LGBTQ+ News Corner:

Spectrum

It’s been almost three years since Millikin has last seen a club dedicated to the LGBTQ+ community. For a campus that has such a large LGBTQ+ community, Millikin lacks in support groups for said community.

Sure, there are definitely safe spaces and people who can help members of the community when it comes to personal issues, but what Millikin needs is a space in which LGBTQ+ students can talk to, and be accepted by, their peers. That’s where Millikin’s newest club, Spectrum, comes in.

Spectrum was created in the spring semester of last year. Back then, it wasn’t officially a club yet, more like a group of queer people who met up once a week and talked for an hour.

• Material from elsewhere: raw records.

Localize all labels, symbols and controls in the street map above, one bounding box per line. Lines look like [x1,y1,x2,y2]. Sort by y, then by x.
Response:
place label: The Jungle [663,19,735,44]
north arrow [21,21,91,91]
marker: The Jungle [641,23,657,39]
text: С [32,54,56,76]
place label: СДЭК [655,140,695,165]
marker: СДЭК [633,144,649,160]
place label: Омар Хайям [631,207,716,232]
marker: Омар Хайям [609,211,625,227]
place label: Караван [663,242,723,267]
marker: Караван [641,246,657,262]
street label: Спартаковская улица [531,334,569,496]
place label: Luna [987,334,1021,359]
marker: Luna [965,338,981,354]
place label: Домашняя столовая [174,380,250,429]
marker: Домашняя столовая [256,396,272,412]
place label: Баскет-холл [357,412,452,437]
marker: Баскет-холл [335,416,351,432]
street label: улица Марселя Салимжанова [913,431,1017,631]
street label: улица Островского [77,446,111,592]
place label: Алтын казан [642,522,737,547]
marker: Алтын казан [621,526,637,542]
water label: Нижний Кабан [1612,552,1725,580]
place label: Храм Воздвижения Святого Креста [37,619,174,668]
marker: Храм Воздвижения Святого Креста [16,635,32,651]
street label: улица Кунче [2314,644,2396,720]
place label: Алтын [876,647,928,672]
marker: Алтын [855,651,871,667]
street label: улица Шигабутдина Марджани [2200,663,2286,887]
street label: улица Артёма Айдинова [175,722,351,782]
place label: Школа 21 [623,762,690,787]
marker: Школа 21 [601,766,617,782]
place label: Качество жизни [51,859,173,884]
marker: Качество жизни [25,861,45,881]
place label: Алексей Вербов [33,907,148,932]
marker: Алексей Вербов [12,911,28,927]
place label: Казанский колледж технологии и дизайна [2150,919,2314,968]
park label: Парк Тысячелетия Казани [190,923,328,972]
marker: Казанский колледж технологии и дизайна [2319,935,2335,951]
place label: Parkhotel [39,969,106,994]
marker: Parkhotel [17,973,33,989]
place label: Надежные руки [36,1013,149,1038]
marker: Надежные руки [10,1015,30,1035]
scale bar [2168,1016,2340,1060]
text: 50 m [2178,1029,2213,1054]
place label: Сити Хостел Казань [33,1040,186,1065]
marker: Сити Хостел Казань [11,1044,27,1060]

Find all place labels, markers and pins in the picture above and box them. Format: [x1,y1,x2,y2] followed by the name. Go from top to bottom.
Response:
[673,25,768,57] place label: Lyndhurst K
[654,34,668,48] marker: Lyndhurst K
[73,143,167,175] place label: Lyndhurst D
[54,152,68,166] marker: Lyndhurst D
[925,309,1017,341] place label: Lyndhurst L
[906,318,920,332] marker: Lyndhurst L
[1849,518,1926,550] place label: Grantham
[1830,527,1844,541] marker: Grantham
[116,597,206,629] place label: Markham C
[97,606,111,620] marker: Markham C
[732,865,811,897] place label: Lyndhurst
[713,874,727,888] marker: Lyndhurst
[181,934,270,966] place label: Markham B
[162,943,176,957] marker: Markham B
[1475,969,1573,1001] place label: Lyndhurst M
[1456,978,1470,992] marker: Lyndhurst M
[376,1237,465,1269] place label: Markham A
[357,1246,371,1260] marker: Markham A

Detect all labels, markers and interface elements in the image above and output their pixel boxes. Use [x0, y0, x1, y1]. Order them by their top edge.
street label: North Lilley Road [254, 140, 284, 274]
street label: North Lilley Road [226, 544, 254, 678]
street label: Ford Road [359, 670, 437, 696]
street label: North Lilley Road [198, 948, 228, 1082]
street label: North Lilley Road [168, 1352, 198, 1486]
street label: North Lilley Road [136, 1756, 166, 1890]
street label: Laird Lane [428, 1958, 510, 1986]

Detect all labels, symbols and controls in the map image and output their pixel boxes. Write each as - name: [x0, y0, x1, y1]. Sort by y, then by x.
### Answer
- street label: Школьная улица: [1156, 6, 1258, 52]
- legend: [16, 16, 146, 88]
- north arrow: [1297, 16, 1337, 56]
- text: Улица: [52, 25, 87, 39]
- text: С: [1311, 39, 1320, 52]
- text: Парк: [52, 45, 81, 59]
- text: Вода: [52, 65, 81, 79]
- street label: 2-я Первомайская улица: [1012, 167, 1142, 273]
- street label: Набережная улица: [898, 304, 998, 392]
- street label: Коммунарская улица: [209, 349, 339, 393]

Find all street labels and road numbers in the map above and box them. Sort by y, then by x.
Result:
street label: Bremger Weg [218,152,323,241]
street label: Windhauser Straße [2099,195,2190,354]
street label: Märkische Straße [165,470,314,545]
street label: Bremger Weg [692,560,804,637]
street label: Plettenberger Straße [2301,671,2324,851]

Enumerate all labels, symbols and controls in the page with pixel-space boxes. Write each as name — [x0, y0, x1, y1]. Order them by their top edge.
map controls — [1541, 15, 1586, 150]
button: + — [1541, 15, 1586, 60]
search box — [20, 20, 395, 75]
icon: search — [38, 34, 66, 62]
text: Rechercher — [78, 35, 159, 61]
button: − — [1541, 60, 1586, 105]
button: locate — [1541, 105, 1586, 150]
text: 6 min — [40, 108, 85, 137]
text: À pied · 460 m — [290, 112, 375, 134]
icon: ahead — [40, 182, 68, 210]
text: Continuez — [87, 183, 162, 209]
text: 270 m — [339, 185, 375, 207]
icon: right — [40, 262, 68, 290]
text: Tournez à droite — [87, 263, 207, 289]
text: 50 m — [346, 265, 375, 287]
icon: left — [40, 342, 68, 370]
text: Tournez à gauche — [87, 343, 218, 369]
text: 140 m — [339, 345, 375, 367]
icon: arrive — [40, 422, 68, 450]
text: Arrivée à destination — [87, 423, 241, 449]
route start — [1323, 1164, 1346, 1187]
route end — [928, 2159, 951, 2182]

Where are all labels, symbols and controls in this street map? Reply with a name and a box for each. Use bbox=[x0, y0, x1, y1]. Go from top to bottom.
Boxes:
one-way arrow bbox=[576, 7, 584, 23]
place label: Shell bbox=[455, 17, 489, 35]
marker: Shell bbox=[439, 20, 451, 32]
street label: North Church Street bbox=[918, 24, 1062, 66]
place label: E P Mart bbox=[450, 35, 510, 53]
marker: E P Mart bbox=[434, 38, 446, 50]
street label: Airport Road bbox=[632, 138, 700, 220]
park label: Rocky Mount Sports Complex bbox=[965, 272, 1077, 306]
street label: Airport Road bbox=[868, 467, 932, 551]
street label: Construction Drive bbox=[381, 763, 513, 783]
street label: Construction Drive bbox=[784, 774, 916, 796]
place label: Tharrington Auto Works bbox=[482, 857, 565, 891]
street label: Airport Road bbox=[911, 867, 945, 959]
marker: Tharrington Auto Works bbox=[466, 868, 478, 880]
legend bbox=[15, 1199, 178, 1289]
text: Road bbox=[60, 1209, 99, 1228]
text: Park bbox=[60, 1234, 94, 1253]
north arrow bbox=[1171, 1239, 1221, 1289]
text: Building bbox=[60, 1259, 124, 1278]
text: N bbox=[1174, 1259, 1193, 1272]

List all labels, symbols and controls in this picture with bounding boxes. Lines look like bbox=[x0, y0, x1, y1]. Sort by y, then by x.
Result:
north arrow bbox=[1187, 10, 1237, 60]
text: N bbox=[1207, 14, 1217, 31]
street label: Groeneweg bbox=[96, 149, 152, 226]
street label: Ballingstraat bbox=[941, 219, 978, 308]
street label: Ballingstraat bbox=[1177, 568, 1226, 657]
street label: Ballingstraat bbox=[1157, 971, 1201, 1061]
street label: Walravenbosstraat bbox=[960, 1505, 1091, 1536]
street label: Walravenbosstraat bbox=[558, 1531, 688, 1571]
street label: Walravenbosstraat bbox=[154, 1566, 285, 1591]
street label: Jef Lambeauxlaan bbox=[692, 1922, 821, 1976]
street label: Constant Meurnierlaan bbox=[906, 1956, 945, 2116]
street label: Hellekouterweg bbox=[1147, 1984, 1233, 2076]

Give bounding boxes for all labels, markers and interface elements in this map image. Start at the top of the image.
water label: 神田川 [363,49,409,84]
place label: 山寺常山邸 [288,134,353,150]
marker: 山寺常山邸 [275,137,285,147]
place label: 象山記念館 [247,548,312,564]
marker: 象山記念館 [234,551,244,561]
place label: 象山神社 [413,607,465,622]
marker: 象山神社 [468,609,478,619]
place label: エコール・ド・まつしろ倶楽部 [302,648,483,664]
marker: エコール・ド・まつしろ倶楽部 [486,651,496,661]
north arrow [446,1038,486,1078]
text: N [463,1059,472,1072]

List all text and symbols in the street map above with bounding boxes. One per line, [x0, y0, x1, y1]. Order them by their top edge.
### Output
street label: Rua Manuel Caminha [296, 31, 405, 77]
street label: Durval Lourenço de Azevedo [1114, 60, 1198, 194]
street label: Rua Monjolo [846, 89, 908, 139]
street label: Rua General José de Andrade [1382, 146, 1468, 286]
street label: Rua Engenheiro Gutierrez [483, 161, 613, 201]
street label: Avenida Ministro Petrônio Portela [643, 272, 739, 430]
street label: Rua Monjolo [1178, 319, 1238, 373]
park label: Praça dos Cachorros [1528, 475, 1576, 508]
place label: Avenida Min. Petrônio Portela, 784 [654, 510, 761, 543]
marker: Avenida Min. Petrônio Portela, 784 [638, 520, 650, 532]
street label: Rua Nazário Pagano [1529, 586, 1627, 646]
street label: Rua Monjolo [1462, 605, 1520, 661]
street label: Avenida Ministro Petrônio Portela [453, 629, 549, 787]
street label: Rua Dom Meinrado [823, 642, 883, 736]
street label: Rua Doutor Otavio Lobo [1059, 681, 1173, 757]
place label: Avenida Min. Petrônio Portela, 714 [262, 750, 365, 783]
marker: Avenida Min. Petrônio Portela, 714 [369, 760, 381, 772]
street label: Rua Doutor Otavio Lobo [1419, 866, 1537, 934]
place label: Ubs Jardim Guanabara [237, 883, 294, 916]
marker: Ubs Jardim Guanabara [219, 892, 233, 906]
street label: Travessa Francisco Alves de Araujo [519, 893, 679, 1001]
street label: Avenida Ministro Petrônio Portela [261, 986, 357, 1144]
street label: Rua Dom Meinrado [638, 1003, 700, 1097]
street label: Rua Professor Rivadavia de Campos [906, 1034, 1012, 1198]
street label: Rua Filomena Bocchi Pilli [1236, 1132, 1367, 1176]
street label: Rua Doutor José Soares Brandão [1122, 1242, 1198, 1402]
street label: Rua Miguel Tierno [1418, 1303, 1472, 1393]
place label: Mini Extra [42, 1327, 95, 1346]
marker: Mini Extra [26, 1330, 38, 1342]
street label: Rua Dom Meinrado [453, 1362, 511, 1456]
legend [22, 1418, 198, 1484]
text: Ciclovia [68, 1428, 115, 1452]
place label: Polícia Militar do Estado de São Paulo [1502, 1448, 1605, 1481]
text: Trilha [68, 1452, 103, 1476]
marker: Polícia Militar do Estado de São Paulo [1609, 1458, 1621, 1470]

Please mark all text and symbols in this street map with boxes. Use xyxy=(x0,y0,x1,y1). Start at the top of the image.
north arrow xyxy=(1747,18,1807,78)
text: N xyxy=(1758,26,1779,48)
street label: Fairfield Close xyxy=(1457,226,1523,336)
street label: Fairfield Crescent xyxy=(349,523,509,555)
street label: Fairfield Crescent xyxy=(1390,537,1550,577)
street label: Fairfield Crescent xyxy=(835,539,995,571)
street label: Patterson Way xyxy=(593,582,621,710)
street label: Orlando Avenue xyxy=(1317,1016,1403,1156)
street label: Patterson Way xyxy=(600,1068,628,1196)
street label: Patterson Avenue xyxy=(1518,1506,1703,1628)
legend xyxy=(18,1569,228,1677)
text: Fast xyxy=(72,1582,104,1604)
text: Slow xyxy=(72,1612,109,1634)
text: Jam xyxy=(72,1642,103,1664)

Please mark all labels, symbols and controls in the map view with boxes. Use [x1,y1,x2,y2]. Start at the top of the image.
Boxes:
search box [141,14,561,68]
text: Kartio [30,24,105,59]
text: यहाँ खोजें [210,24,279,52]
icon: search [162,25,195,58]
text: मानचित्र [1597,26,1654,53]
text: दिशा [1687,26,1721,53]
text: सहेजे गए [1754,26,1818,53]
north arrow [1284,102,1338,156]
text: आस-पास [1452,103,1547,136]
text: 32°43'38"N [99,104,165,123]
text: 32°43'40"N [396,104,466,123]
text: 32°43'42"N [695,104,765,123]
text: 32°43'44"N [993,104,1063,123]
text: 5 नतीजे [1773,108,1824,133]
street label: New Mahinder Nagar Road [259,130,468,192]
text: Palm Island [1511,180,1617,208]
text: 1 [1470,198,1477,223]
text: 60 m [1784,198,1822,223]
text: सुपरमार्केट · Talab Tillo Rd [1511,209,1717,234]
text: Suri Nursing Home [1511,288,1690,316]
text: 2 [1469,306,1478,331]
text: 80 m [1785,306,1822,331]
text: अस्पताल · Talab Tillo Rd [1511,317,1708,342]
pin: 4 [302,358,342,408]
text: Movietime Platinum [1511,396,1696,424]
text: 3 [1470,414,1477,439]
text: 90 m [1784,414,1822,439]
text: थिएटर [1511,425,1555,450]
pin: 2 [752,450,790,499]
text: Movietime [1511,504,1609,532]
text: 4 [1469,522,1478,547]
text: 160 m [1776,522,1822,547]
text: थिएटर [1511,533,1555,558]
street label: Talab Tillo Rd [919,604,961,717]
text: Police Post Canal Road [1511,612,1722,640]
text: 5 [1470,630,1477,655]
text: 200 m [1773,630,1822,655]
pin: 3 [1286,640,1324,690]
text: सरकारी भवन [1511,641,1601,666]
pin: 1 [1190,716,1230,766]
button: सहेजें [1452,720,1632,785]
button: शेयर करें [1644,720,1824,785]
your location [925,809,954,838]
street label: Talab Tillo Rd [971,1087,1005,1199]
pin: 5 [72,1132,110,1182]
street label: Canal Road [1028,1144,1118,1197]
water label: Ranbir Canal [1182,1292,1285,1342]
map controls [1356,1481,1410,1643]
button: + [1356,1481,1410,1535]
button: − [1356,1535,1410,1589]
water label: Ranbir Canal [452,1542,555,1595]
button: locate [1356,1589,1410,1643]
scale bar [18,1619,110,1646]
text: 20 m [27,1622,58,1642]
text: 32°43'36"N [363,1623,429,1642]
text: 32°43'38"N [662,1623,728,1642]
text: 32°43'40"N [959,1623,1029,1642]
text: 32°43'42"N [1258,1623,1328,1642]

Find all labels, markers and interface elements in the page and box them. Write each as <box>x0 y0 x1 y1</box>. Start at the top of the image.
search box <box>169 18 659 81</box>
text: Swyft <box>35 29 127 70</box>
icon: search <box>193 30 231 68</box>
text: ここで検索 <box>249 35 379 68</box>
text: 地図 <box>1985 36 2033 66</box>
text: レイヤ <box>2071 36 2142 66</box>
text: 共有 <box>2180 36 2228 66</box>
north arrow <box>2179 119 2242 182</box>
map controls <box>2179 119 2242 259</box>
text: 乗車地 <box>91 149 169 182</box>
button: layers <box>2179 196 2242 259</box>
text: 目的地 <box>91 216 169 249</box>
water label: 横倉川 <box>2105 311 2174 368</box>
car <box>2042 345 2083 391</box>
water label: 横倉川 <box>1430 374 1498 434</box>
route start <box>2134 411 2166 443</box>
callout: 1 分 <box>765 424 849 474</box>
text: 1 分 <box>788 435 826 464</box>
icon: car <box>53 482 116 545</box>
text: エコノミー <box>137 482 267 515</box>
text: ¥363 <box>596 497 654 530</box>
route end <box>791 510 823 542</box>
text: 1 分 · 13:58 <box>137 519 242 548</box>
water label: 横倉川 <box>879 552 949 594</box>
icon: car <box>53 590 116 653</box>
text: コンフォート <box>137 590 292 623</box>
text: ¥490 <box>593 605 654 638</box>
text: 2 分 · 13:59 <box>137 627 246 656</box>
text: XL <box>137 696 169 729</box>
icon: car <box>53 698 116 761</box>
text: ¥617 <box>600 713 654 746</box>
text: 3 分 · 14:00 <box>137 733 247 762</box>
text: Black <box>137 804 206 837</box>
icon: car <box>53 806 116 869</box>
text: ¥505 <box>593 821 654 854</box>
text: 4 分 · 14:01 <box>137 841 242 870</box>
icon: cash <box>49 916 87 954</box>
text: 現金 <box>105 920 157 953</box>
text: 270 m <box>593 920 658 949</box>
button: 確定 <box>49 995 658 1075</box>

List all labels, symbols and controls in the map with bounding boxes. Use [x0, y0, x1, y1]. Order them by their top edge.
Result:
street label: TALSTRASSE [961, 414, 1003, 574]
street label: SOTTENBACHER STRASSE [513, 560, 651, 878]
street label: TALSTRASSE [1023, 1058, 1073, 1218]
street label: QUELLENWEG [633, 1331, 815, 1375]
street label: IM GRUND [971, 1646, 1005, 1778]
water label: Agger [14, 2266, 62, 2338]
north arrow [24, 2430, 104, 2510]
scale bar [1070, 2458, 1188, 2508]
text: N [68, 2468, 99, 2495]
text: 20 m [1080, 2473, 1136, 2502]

What we talked about was, well, basically everything. Which is exactly what I expected walking into the first “official” meeting of the fall semester, a small group of people. I say “official” because we did have a meeting first week, but not a lot of people were able to make it/knew about it.

As I took the elevator to the second floor of the University Commons, I was excited. I was ready to meet more members of the community and get to know them as people. I like to think that my expectations were high, but the crowd that waited for me on the second floor was beyond them. This was the first time Spectrum was meeting as an official club and there were a ton of new faces.

Seeing all of those people really drove home how much Millikin really needs a club like Spectrum.

“The existence of LGBT organizations is necessary not only everywhere in are country but also everywhere on the globe right now,” Kaia Ball, a member of Spectrum’s executive board, said. “As rights begin to be fought for and begin to be won, conversations and discussions start about what it means to question your sexuality, what it means to question your gender, and what it means to celebrate the differences in sexuality and gender than what we have been taught as the norm.”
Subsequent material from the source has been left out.